Mehr Augen sollen über eine Einweisung wachen
Maßnahmenvollzug. Minister Josef Moser will neue Regeln für geistig abnorme Rechtsbrecher.
Es gebe derzeit „einen dramatischen Anstieg“bei den Insassen im Maßnahmenvollzug, heißt es aus dem Justizministerium. Gleichzeitig wird seit Jahren erfolglos nach einer Reform für den Umgang mit psychisch kranken und gefährlichen Rechtsbrechern gesucht, obwohl Ideen dafür schon länger auf dem Tisch liegen. Nun will Justizminister Josef Moser aber Druck auf eine Reform machen, wie aus seinen der „Presse“vorliegenden Plänen hervorgeht.

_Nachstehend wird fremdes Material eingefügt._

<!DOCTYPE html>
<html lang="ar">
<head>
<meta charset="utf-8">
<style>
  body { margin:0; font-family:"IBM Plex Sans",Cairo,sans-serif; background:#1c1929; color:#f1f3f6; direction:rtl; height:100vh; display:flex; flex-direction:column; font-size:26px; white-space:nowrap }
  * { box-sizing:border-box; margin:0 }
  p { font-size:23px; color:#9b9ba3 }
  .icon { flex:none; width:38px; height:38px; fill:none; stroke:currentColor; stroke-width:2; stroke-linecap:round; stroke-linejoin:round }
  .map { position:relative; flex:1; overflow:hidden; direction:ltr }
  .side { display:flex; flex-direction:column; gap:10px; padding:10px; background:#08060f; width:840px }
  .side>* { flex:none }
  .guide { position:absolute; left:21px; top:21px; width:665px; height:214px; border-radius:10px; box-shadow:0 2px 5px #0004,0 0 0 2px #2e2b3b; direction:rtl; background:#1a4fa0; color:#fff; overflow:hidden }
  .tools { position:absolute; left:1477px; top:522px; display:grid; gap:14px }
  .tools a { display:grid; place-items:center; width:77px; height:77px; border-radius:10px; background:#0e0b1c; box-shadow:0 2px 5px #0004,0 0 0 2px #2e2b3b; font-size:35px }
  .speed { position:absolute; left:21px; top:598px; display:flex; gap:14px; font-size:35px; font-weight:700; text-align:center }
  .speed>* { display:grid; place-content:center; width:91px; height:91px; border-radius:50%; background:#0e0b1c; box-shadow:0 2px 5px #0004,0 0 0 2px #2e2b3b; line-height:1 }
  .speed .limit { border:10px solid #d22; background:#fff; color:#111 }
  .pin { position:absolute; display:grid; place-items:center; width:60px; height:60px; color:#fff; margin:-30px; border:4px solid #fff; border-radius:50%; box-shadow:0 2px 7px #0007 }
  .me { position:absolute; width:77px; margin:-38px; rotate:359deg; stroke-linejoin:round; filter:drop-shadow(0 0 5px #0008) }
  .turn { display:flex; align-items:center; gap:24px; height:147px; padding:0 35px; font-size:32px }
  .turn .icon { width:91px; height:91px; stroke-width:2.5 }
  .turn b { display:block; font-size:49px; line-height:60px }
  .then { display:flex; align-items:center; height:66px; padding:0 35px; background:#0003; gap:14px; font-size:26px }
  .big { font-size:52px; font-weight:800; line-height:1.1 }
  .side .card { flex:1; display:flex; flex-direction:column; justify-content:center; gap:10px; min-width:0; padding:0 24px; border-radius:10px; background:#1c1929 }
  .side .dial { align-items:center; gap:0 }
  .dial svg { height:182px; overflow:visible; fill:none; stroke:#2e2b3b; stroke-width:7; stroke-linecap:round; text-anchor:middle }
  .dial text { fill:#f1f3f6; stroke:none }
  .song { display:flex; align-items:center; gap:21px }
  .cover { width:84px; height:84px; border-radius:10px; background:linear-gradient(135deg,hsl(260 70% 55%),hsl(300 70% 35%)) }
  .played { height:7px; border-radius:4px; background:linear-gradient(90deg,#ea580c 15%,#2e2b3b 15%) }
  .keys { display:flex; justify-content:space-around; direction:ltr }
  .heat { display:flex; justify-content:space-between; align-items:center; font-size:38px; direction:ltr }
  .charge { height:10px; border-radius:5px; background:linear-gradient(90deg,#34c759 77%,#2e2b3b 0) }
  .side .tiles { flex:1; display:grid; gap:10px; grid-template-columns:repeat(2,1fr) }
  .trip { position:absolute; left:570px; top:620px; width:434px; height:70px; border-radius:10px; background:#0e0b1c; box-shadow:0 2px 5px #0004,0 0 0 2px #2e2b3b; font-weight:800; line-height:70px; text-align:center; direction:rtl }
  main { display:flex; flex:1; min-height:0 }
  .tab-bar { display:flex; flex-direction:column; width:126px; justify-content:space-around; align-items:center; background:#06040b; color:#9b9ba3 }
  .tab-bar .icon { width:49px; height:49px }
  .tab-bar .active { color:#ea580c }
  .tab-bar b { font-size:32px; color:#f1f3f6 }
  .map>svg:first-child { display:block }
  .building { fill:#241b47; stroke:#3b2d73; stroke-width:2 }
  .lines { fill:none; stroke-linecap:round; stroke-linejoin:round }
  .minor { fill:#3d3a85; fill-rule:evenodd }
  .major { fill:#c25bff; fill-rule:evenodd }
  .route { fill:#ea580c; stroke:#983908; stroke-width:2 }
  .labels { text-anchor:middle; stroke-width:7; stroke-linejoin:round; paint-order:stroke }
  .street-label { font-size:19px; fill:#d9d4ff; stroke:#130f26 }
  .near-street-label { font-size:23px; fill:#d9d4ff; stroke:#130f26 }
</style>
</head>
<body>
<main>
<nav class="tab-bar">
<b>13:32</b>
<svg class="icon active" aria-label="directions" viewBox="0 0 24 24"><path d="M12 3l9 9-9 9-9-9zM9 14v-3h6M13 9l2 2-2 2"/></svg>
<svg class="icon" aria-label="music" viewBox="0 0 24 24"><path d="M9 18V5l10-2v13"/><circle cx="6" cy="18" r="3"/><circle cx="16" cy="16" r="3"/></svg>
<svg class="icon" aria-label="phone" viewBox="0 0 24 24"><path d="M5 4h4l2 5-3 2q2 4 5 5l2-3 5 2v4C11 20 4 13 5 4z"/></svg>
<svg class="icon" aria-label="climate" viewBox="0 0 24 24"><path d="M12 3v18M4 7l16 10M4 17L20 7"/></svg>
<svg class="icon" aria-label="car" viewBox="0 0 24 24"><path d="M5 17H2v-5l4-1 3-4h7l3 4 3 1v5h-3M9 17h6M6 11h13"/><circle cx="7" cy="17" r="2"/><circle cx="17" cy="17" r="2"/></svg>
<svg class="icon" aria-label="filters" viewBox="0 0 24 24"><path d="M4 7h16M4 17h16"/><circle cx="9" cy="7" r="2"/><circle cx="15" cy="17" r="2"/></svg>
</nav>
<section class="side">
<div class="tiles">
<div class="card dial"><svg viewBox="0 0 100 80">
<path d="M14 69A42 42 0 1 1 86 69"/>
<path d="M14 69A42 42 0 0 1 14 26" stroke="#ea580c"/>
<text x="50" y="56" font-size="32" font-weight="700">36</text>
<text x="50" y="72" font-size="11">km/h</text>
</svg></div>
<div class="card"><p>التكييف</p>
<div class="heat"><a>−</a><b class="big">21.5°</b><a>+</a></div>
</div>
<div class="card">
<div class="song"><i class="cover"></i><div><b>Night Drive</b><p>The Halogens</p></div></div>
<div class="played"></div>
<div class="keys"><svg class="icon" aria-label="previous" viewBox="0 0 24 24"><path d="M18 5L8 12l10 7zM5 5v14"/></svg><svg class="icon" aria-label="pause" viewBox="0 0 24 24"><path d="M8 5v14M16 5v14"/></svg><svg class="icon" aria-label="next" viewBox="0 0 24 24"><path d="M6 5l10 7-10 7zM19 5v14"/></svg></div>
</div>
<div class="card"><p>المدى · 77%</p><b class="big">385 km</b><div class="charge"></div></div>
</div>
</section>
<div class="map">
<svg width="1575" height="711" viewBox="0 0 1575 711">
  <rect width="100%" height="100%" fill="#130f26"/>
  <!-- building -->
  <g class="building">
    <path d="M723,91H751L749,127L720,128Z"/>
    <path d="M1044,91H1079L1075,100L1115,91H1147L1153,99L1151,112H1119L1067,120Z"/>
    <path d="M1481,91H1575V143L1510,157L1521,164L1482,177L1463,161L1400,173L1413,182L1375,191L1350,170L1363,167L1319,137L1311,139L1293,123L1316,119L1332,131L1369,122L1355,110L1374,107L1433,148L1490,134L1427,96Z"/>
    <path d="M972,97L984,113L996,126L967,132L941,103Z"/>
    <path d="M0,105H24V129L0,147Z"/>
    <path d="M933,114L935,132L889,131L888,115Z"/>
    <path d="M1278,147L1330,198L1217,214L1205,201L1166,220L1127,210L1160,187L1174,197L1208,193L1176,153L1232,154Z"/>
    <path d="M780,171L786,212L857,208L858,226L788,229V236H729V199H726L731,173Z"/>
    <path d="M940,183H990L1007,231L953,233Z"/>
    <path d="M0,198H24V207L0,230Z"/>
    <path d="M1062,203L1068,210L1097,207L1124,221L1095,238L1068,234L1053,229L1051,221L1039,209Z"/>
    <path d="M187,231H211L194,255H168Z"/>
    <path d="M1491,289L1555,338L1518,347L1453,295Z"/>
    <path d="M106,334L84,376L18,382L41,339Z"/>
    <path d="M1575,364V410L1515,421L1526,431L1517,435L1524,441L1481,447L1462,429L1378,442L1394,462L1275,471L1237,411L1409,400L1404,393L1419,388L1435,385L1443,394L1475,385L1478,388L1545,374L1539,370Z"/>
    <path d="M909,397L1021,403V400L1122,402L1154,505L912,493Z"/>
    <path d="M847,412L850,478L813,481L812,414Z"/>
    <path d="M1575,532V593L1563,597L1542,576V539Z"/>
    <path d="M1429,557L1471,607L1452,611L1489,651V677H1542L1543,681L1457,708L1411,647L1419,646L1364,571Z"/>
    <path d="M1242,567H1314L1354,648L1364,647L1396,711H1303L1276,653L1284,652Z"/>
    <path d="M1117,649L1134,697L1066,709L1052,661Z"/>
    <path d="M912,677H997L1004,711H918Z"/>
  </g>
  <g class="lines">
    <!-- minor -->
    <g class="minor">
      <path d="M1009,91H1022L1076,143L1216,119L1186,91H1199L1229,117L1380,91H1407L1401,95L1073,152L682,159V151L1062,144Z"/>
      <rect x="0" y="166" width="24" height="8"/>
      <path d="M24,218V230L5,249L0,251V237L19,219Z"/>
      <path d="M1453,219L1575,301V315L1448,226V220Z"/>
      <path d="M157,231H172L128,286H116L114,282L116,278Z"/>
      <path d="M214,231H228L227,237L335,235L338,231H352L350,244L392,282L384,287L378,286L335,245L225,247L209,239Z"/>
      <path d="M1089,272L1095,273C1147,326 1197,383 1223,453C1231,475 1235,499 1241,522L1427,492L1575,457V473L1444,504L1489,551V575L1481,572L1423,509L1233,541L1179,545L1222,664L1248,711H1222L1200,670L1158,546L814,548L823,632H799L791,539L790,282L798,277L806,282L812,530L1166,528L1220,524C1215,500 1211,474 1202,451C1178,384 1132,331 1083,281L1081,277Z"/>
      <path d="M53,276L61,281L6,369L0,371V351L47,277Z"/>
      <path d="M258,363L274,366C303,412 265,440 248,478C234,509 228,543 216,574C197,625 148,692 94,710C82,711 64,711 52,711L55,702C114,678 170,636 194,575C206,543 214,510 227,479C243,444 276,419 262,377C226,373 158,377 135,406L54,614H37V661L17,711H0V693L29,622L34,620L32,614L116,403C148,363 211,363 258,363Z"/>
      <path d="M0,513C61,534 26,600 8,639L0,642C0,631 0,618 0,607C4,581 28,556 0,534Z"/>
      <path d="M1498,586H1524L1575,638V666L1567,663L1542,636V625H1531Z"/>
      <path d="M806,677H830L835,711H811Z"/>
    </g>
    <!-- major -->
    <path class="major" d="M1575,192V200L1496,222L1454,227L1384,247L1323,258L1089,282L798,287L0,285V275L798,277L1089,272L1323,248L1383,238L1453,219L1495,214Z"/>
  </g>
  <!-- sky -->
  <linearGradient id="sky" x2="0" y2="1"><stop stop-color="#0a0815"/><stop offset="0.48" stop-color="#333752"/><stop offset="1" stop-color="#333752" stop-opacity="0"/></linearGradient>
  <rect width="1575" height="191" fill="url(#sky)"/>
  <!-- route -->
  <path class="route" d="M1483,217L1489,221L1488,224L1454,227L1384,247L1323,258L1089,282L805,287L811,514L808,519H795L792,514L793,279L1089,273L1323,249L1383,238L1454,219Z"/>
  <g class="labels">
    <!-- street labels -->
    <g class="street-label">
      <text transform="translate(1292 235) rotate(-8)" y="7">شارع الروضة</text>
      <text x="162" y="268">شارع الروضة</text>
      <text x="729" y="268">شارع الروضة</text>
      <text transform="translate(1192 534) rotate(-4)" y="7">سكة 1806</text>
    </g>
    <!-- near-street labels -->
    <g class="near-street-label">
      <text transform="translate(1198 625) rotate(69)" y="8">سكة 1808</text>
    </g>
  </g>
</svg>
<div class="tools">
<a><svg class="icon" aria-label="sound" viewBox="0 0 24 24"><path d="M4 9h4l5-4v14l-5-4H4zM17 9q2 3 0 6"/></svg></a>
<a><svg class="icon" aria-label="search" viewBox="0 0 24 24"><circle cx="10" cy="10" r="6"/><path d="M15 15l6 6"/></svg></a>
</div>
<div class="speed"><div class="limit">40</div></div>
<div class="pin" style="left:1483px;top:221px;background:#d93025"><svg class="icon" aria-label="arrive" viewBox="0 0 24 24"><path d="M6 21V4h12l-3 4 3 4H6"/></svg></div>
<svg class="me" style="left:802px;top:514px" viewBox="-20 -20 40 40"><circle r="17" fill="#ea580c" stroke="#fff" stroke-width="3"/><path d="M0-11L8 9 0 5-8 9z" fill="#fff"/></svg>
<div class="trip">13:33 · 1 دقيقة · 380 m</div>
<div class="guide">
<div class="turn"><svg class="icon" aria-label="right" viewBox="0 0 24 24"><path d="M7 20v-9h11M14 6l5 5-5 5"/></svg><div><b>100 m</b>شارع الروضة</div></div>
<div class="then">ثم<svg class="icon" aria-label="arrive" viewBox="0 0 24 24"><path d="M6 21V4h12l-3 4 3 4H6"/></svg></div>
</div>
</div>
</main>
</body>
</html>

So soll künftig nicht mehr nur ein Fachexperte beurteilen dürfen, ob und in welcher Form eine Person in den Maßnahmenvollzug kommt. Vielmehr sollen ein klinischer Psychologe und ein Psychiater die Einschätzung vornehmen müssen. Auch bei juristischen Fragen ist ein Mehraugenprinzip angedacht. Entschied bisher ein Einzelrichter, ob eine Person in den Maßnahmenvollzug hinein- oder herauskommt, soll dies künftig ein Kollegialgericht entscheiden.
Gerade der Umstand, dass man nur schwerlich aus dem Maßnahmenvollzug kommt, wenn man einmal darin ist, hatte immer wieder für Kritik gesorgt. Bei der Volksanwaltschaft waren auch Tausende Beschwerden von Insassen über die Zustände eingereicht worden. Für großes Aufsehen hatte 2014 der Fall von Stein gesorgt: In der Anstalt hatte man einen Insassen verwahrlosen lassen.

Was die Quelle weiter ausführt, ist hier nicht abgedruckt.